Mengenali pasien dengan risiko tertinggi terkena DDS (Tabel 2) adalah hal yang penting, sehingga
memberikan peluang untuk menerapkan pembersihan yang lebih hati-hati pada populasi ini sebagai
strategi pencegahan. Pasien yang rentan termasuk orang muda dan lanjut usia serta mereka yang
hiperosmolar akibat uremia berat, hipernatremia, dan hiperglikemia. Faktor risiko tambahan termasuk
kelainan neurologis yang ada dan adanya asidosis metabolic
Karena DDS terutama disebabkan oleh perpindahan cairan osmotik ke otak, menghindari terjadinya
gradien osmotik yang signifikan antara darah dan otak selama hemodialisis dapat mencegah sindrom ini.
Hal ini dapat dicapai dengan menggunakan tiga strategi: 1) mengurangi pembersihan sehingga
mengurangi penurunan osmolalitas plasma, dan juga gradien osmotik pasca dialisis, 2) meningkatkan
waktu pembersihan dilakukan dan 3) menambahkan zat aktif osmotik lain seperti natrium atau manitol
sebagai urea dikeluarkan melalui hemodialisis, sehingga osmolalitas plasma tidak berubah secara
signifikan

Pada orang dewasa dengan ESRD, pengurangan urea sebesar 40% selama 2 jam umumnya dianjurkan
saat memulai dialisis. Namun, rekomendasi ini tidak berdasarkan bukti dan resepnya harus disesuaikan
agar pembersihan urea menjadi kurang efisien dan lebih lambat pada populasi yang berisiko tinggi
terkena DDS.

Karena koefisien refleksi natrium adalah 1 dibandingkan dengan 0,44 untuk urea, mungkin terdapat
ruang untuk penurunan osmotik yang lebih besar pada gagal ginjal karena urea menyeimbangkan antara
otak dan darah.
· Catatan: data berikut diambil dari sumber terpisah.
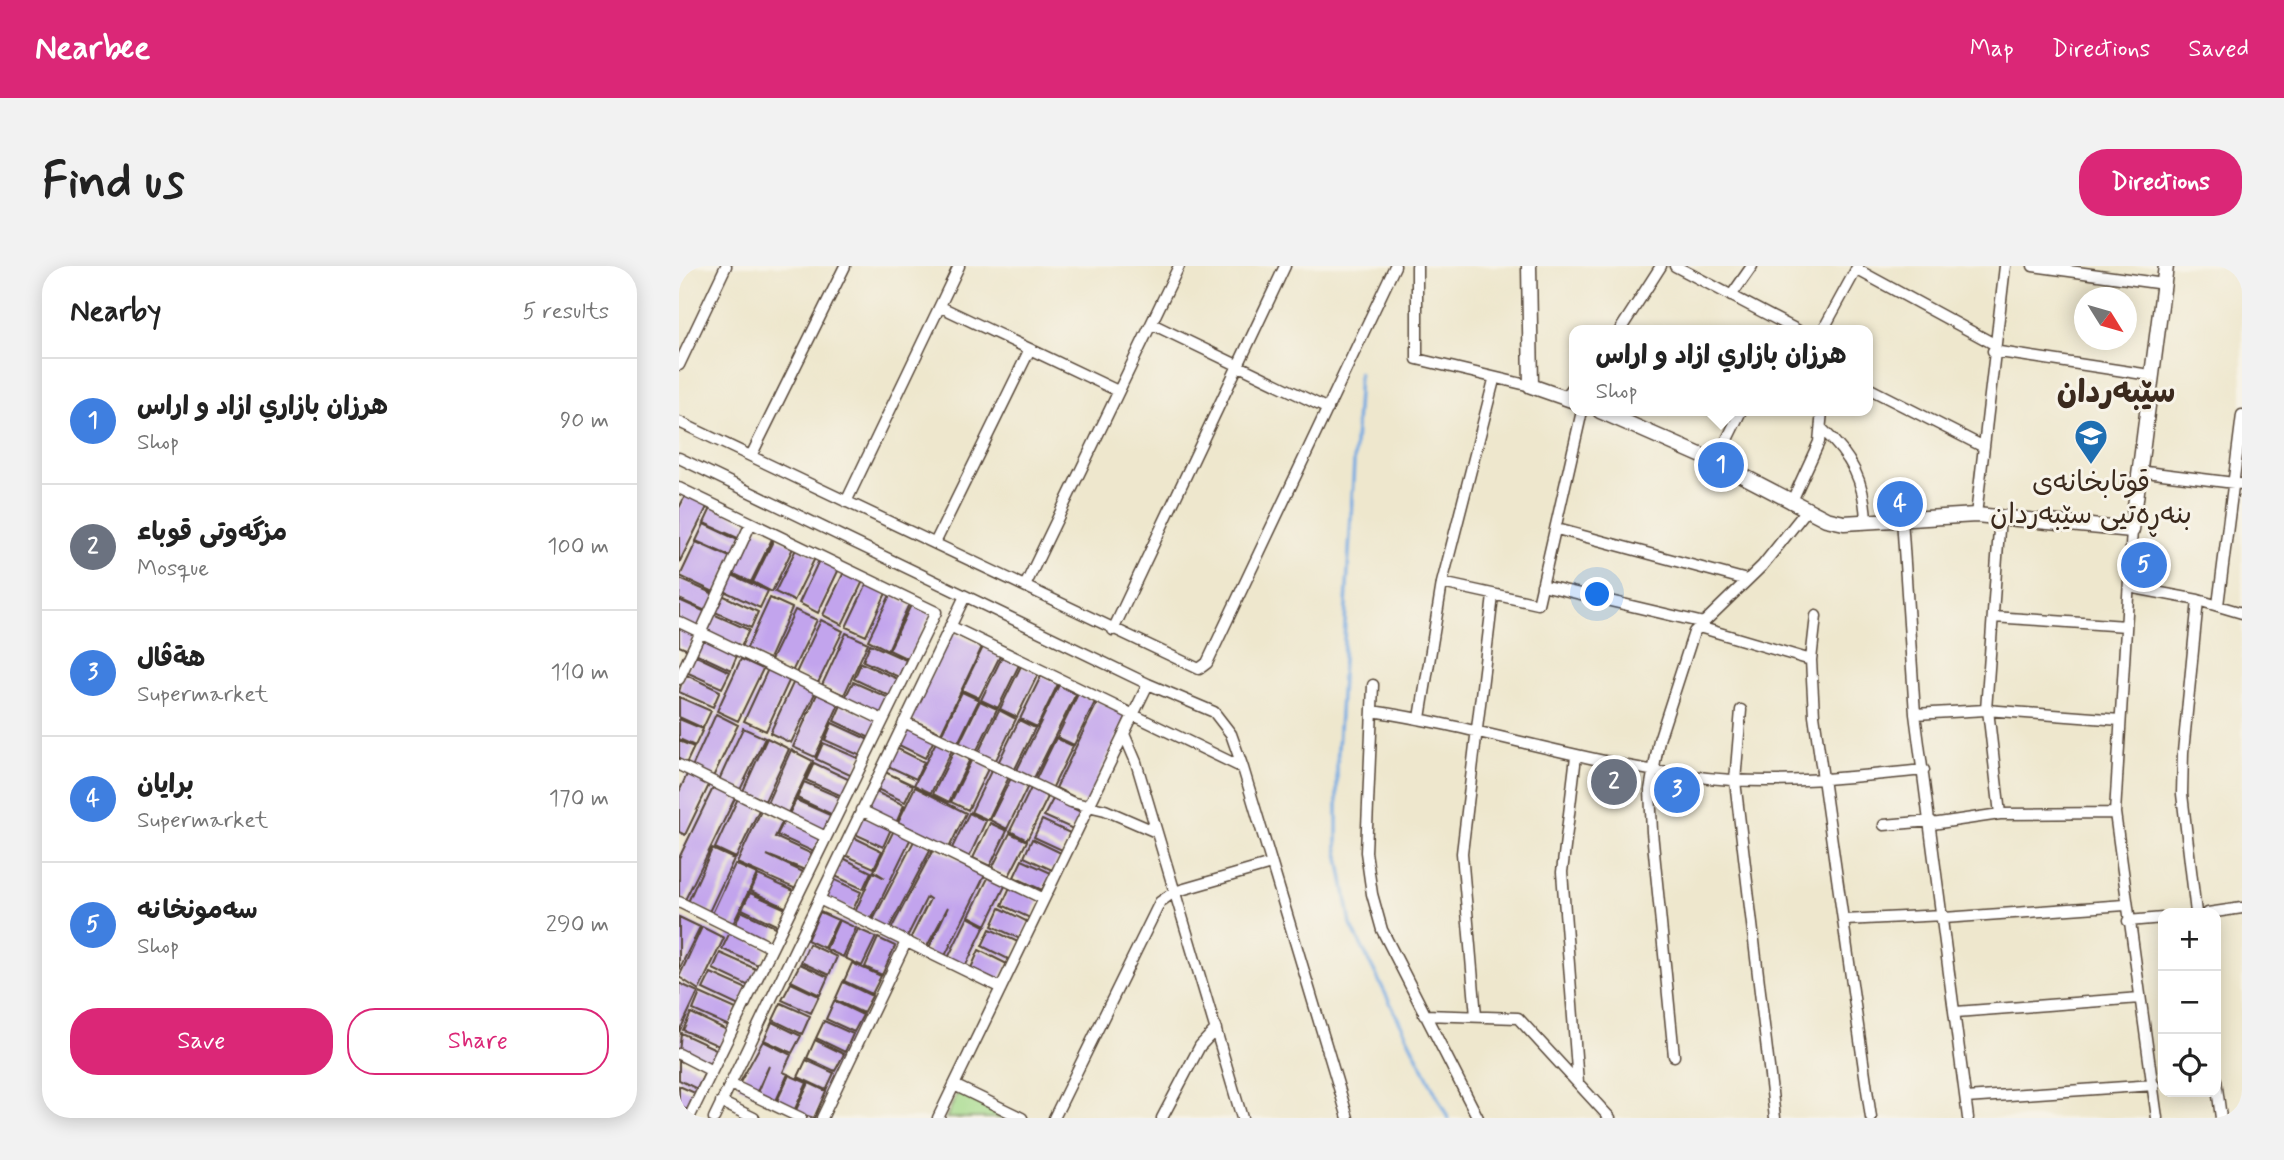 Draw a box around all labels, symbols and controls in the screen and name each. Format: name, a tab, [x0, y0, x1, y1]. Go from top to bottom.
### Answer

Namun, seperti disebutkan sebelumnya, keseimbangan ini memerlukan waktu, dan
karenanya selama beberapa jam selama dan setelah prosedur hemodialisis, urea berfungsi sebagai
osmol yang efektif. Selain itu, peningkatan regulasi AQP dan penurunan regulasi UT-B meningkatkan
kemungkinan edema serebral pada pasien uremik yang menjalani terapi penggantian ginjal. Oleh karena
itu, menargetkan pengurangan urea agar tidak menurunkan osmolalitas plasma >20–24 mmol/kg per
hari adalah hal yang masuk akal. Jumlah ini berarti pengurangan urea tidak >56–67 mg/dL per hari. Jika,
selain urea, terdapat zat lain seperti glukosa atau natrium yang berkontribusi terhadap hiperosmolalitas,
maka pertimbangan harus diberikan pada koreksi yang lebih lambat terhadap semua zat yang aktif
secara osmotik, sehingga dapat membatasi penurunan osmolalitas plasma. Bukti yang mendukung
pendekatan ini diberikan oleh laporan pasien dengan AKI berat yang mengalami DDS meskipun terjadi
penurunan urea sebesar 23% selama 10 jam CRRT karena koreksi hipernatremia menyebabkan
penurunan osmolalitas plasma sebesar 38 mmol/kg dalam 10 jam. . 26

Yang penting bukan hanya besarnya pengurangan urea tetapi juga kecepatan pengurangannya. Dalam
penelitian pada hewan, anjing yang didialisis dengan cepat selama 100 menit mengembangkan DDS
dibandingkan dengan anjing yang didialisis secara perlahan selama 200 menit, meskipun terdapat tingkat
penurunan urea yang serupa pada kedua kelompok. 29 Penting untuk dicatat bahwa dalam penelitian
ini, hewan yang didialisis secara perlahan mengalami peningkatan tekanan intrakranial, meskipun
mereka tidak mengalami edema serebral.

Oleh karena itu, mengambil tindakan untuk membatasi pembersihan agar tidak mengurangi osmolalitas
plasma sebesar >20–24 mmol/kg per hari, sekaligus memilih durasi dialisis yang lebih lama, dapat
mencegah DDS. Hal ini dapat dicapai dengan memilih dialyzer yang lebih kecil dan mengurangi laju aliran
darah, terutama ketika dialisis pertama kali dimulai. Klirens dapat ditingkatkan secara bertahap sekitar
20% setiap hari selama 3-4 hari untuk mencapai tujuan pengurangan urea sekitar 70% selama sesi
hemodialisis. Tentu saja, semakin banyak faktor risiko DDS yang ada, seharusnya semakin lambat laju dan
derajat pengurangan urea.

Pada pasien uremik dengan kelebihan cairan yang parah, pertimbangkan untuk melakukan ultrafiltrasi
hanya diikuti dengan hemodialisis, atau sebaliknya, untuk mengatasi kelebihan volume sekaligus
membatasi pembersihan urea. Osmolalitas plasma terbukti tidak menurun hanya dengan ultrafiltrasi,
sehingga ini merupakan pilihan yang aman. 42

Strategi lain untuk mengurangi gradien osmotik yang disebabkan oleh pembuangan urea secara cepat
selama hemodialisis adalah dengan mengganti urea dengan zat lain yang aktif secara osmotik selama
prosedur dialisis, sehingga menjaga osmolalitas plasma. Agen yang paling umum digunakan adalah
natrium dan manitol, agen yang kurang umum digunakan termasuk glukosa dan urea, sedangkan agen
lain seperti gliserol dalam dialisat belum diteliti pada manusia.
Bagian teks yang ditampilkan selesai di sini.